-- SUPPLIED INFORMATION follows --
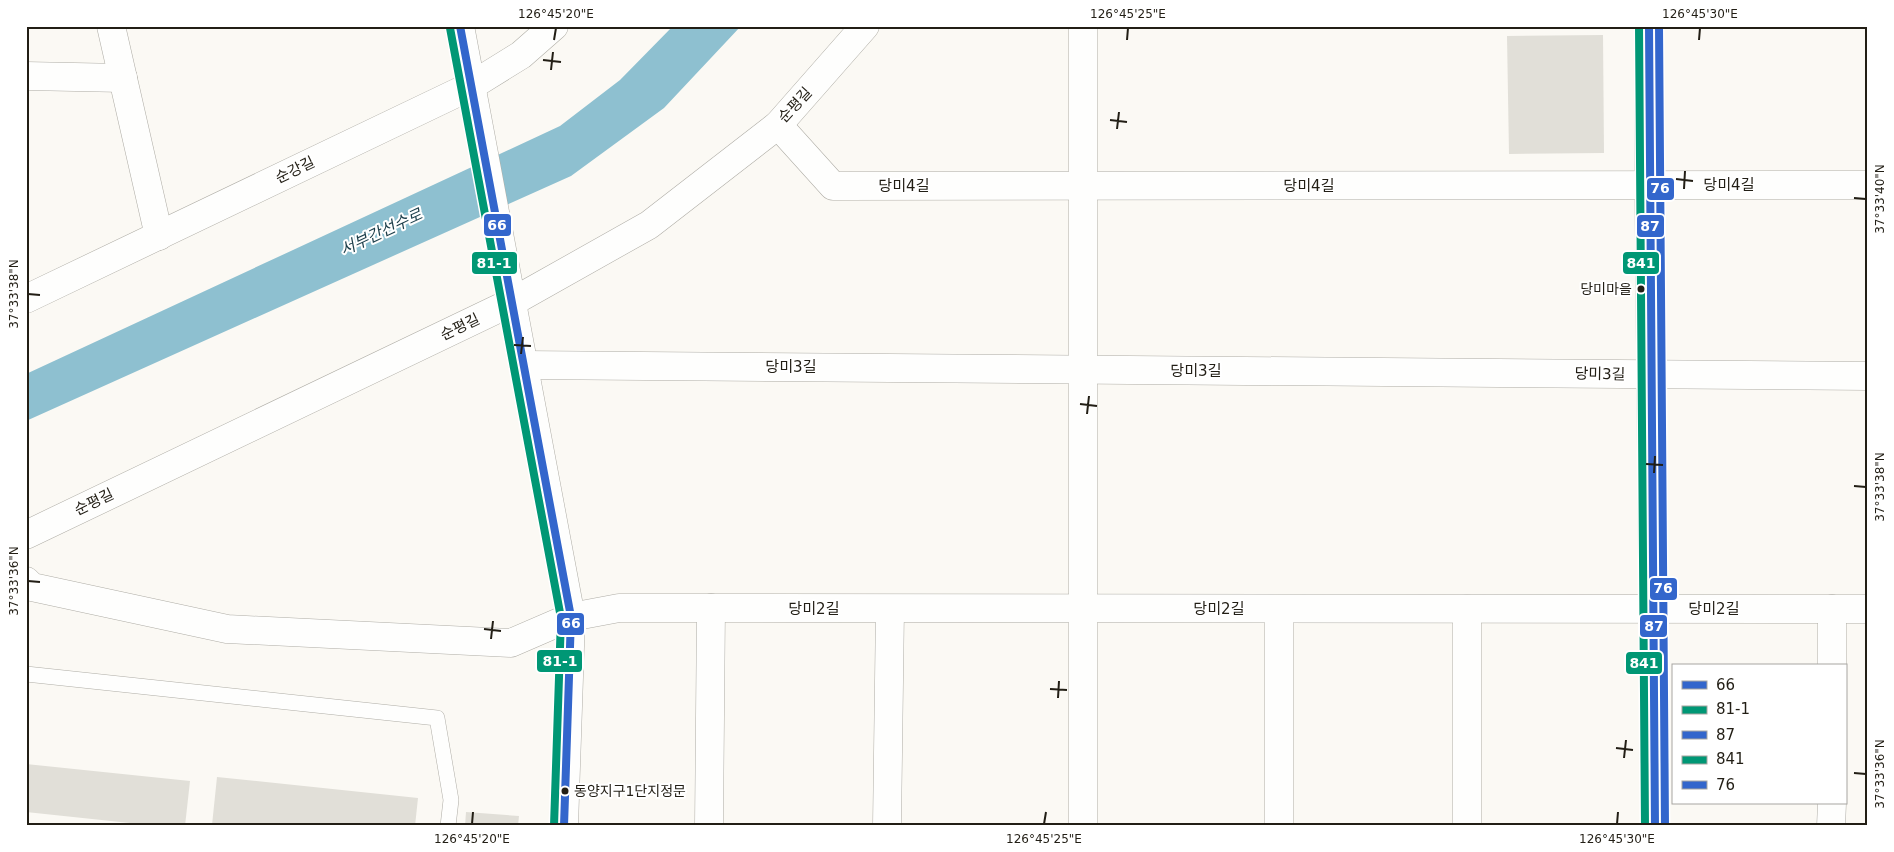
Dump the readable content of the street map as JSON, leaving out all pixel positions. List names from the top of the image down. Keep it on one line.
{"streets":{"street":["순평길","순강길","당미4길","당미3길","당미2길"]},"crossings":[["순평길","당미4길"]],"water":["서부간선수로"],"places":["당미마을","동양지구1단지정문"],"lines":["transit line 66","transit line 87","transit line 841","transit line 76","transit line 81-1"],"legend":["66","81-1","87","841","76"],"coordinates":["126°45'20\"E","126°45'25\"E","126°45'30\"E","37°33'40\"N","37°33'38\"N","37°33'36\"N"]}
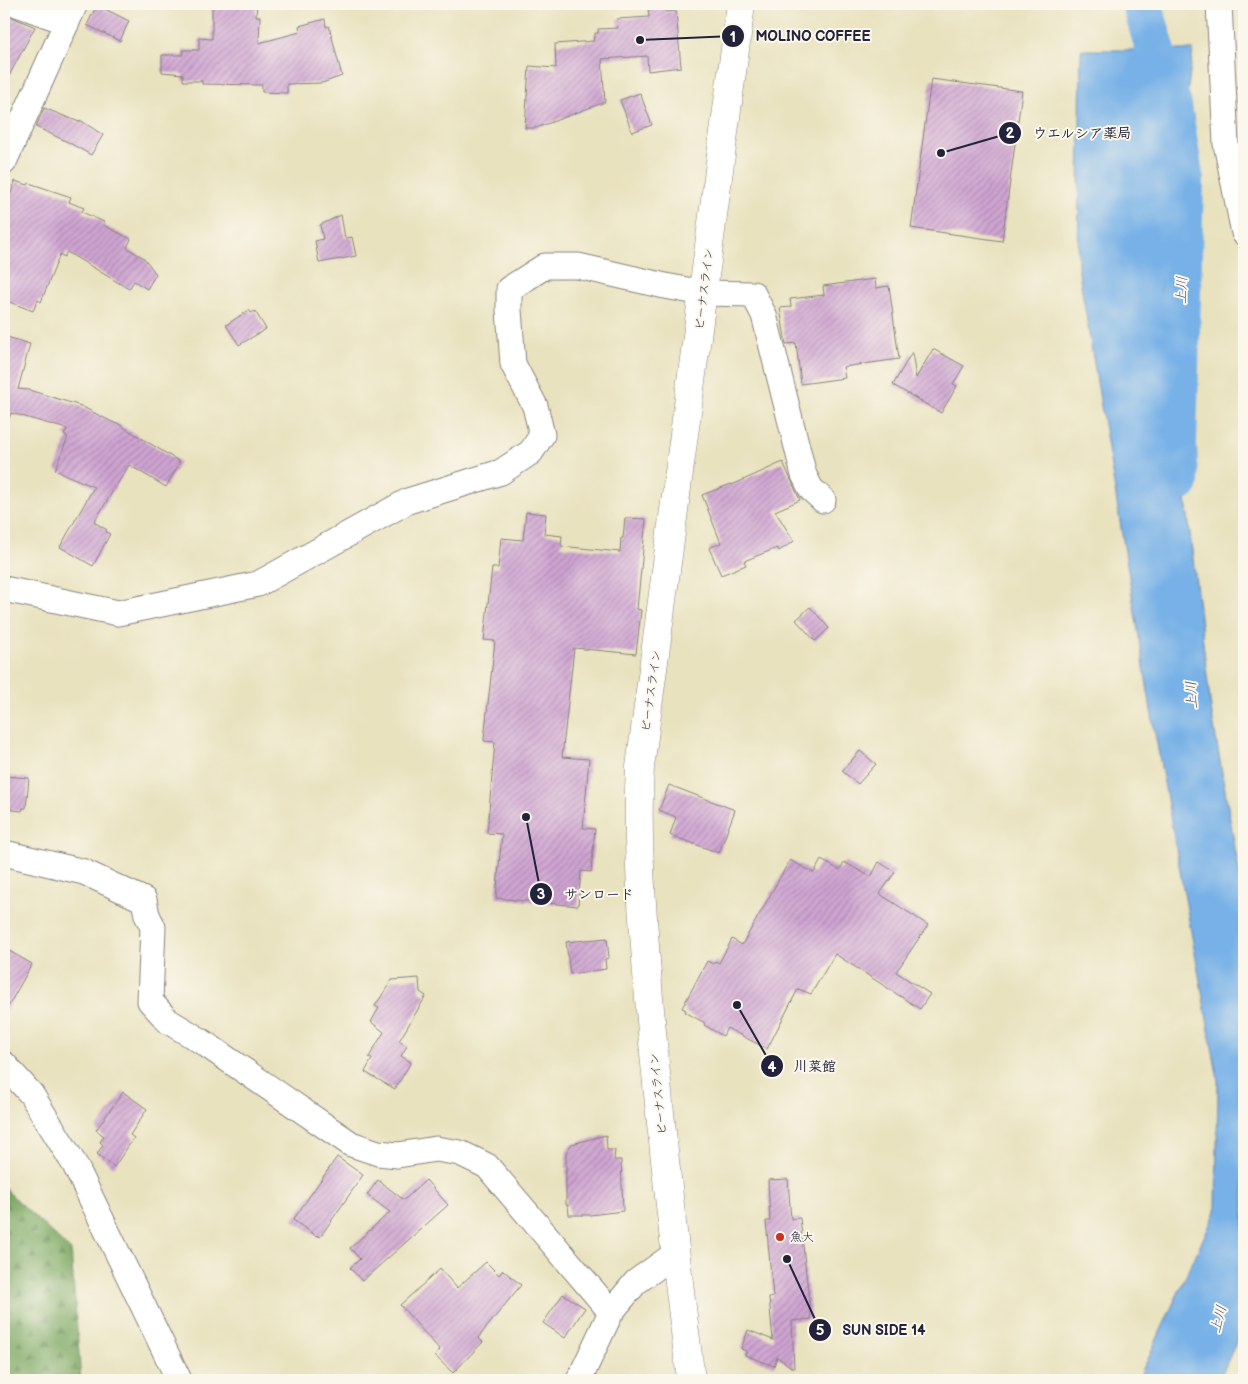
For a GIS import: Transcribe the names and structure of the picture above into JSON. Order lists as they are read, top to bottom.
-- SUPPLIED INFORMATION concluded --
TASK STATEMENT -> Start at the first line and set down all of the data exactly, passing over the pictures.

ANSWER SPACE ->
Dump the readable content of the street map as JSON, leaving out all pixel positions. List names from the top of the image down. Keep it on one line.
{"streets":{"street":["순평길","순강길","당미4길","당미3길","당미2길"]},"crossings":[["순평길","당미4길"]],"water":["서부간선수로"],"places":["당미마을","동양지구1단지정문"],"lines":["transit line 66","transit line 87","transit line 841","transit line 76","transit line 81-1"],"legend":["66","81-1","87","841","76"],"coordinates":["126°45'20\"E","126°45'25\"E","126°45'30\"E","37°33'40\"N","37°33'38\"N","37°33'36\"N"]}
For a GIS import: Transcribe the names and structure of the picture above into JSON. Order lists as they are read, top to bottom.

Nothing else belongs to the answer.